Step 1. Understanding “compression” and “rebound”
Compression is when the suspension compresses. This occurs when you hit a bump in the road. The bump forces the wheel/tire/suspension assembly to “compress” or move upwards into the car.
Rebound is the opposite…when the wheel/tire/suspension assembly falls into a pothole, or simply “rebounds” from being compressed.
Step 2. How to turn the knob[s] on the shocks to control these forces
Counterclockwise = SOFTER Clockwise = FIRMER
Step 3. Where the knobs are
Step 4-a. How to set your initial rebound adjustment [on the HQ Series rebound adjustable units AND the TQ Series triple adjustable units]
- Set the adjustment knob fully firm [clockwise]
- Then back off the adjustment knob by 10 clicks. This is approximately the middle of the adjustment range. [note: You may be able to count more clicks through the adjustment range, but the last 4-5 clicks toward “soft” are so insignificant to the valving that we do not consider them effective or repeatable. That is why we use full firm as the starting point.]
- Drive the car.
- If the ride quality is harsh you may consider softening the rear shocks.
- If the front end is bouncy, you may consider stiffening the front shocks.
- We recommend that you experiment with the entire range of shock adjustment so you are aware of the wide range of influence that these shocks have on ride quality and handling performance.
Step 4-b. How to set your initial compression adjustments [on the TQ Series triple adjustable units]
- Set both the high speed and low speed compression adjustment knobs to full firm [clockwise]
- Turn the low speed compression adjustment [inner knob] counterclockwise [softer] by 10 clicks for a front shock and 15 clicks for a rear shock. [note: You may be able to count more clicks through the adjustment range, but the last 4-5 clicks toward “soft” are so insignificant to the valving that we do not consider them effective or repeatable. That is why we use full firm as the starting point.]
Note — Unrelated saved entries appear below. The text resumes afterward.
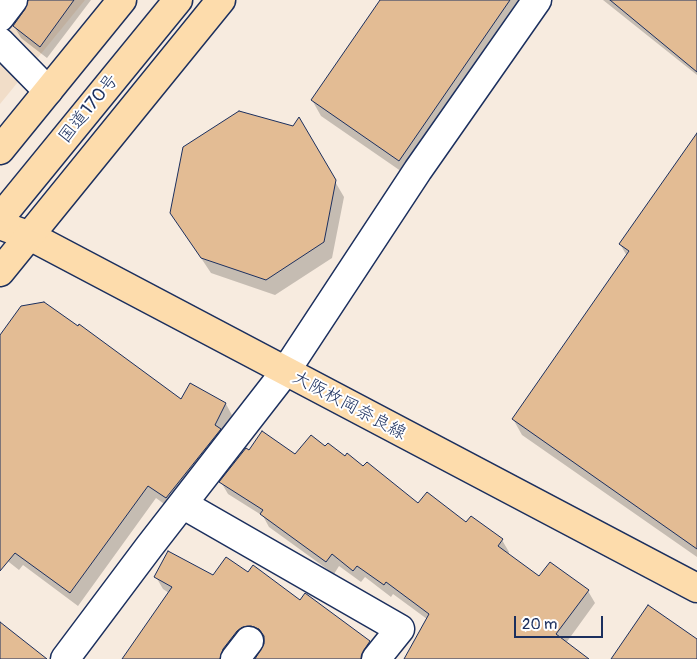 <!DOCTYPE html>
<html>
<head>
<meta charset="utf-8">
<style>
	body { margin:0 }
	#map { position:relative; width:697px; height:659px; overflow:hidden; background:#f7ebdf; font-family:Pangolin,sans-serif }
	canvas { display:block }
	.scale { position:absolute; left:514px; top:616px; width:89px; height:22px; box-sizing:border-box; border:2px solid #1b2f5e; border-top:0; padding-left:6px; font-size:15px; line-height:18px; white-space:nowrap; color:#1b2f5e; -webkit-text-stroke:4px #fff; paint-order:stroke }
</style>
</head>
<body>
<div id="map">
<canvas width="697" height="659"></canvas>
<div class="scale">20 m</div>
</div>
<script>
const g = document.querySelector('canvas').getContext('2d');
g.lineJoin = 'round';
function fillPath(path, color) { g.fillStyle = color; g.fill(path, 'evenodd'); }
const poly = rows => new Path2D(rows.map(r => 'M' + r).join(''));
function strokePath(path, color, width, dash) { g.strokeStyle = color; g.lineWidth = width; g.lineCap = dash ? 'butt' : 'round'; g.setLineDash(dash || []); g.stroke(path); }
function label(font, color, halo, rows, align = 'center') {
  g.font = font + ' Pangolin,"Klee One",sans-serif'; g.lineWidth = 4; g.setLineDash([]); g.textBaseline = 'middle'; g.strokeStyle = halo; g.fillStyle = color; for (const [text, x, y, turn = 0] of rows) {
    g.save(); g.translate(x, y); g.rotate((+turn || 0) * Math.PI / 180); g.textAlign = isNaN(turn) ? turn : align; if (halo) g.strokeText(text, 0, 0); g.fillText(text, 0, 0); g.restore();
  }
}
fillPath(poly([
	[0,0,85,0,0,104]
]), '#f1ddc8');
fillPath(poly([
	[29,0,91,0,47,58,21,38,14,26,27,10],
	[382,0,529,0,408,176,321,116,312,100],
	[603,0,697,0,697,75],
	[299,120,344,197,332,258,275,295,211,273,171,213,294,128],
	[697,144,697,557,522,435,513,419,627,256,620,244],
	[0,338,181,401,226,404,233,417,174,511,156,498,78,606,23,565,19,570,0,555],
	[325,448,418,505,502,540,509,552,508,555,540,578,588,591,595,603,566,643,576,659,405,659,427,619,393,594,391,597,365,577,361,582,339,566,334,574,269,527,263,516,228,494,221,482,249,451,295,456],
	[248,574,301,602,305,595,369,642,377,654,374,659,255,659,263,651,265,640,260,638,232,659,122,659,169,593,163,589,156,577,213,577]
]), '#0003');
const building = poly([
	[28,0,74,0,40,47,13,26,25,9,28,0],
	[380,0,510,0,399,161,311,100,380,0],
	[610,0,697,0,697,72,610,0],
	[239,111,293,126,299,117,336,180,324,242,266,280,201,258,170,213,183,147,239,111],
	[697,133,697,549,512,419,629,251,619,244,697,133],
	[44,302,78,326,79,324,181,399,190,383,226,403,215,425,221,429,166,498,148,486,70,593,15,553,0,571,0,335,21,306,44,302],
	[262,431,295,454,311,435,325,446,328,443,345,456,347,453,363,466,367,462,418,503,427,492,466,522,471,516,503,539,498,546,539,576,550,562,589,590,556,634,589,659,404,659,429,614,386,582,384,585,357,566,353,571,332,554,326,562,260,514,263,510,219,482,246,448,249,450,262,431],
	[168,551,213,575,226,557,248,572,253,565,300,600,305,593,370,641,364,650,361,659,255,659,264,644,264,636,259,629,251,626,243,627,237,631,223,649,220,659,122,659,172,587,154,577,168,551],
	[648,605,697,639,697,659,611,659,648,605],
	[0,622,47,659,0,659,0,622]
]);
fillPath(building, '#e3bc94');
strokePath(building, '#1b2f5e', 1);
const minor = poly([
	[0,17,13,0],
	[0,42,48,91],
	[184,505,400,629,376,659],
	[65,659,149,547,285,372,418,170,537,0],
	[235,659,249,641]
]);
const major = poly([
	[0,225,30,236,697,588]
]);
const highway = poly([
	[0,150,122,0],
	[0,218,178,0],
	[0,272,221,0]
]);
strokePath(minor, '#1b2f5e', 31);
strokePath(major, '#1b2f5e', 31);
strokePath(highway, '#1b2f5e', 31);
strokePath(minor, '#fff', 28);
strokePath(major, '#fddcac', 28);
strokePath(highway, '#fddcac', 28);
label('18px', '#1b2f5e', '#fff', [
	["国道170号",89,109,-51],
	["大阪枚岡奈良線",349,406,28]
]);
</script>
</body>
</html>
- Turn the high speed compression adjuster [outer ring] counterclockwise [softer] by 15 clicks for a front shock and 20 clicks for a rear shock. [yes, this very soft high speed compression adjustment is intended for best ride quality]
- Drive the car.
- If the ride quality is harsh you may consider softening the low speed compression adjustment.
- If the general ride quality and handling performance is good, but you still experience a harsh ride or even bottoming out on speed bumps or potholes, you may consider softening the high speed compression adjustment. The high speed compression adjustment will influence the events where shock piston velocity may exceed 20 in/sec. It will have only a minimal effect on the low speed circuits that influence general handling and ride quality.
Don’t be afraid to explore the full range of shock adjustments available. This is what you’ve paid for! You cannot hurt anything by turning these knobs…you can always go back.
You will find these GENERAL RULES to apply:
- The rear shocks have the most influence on ride quality. [because you sit closer to the rear end than the front end]
- The front shocks will usually have a much firmer setting all around than the rear because the front shocks “see” twice the weight [due to being mounted approximately halfway between the pivot point and the load point of the control arm].
- The front shocks will generally need 3-4 clicks of adjustment change in any direction to be felt.
- The rear shocks generally need 2 clicks of adjustment change in any direction to be felt.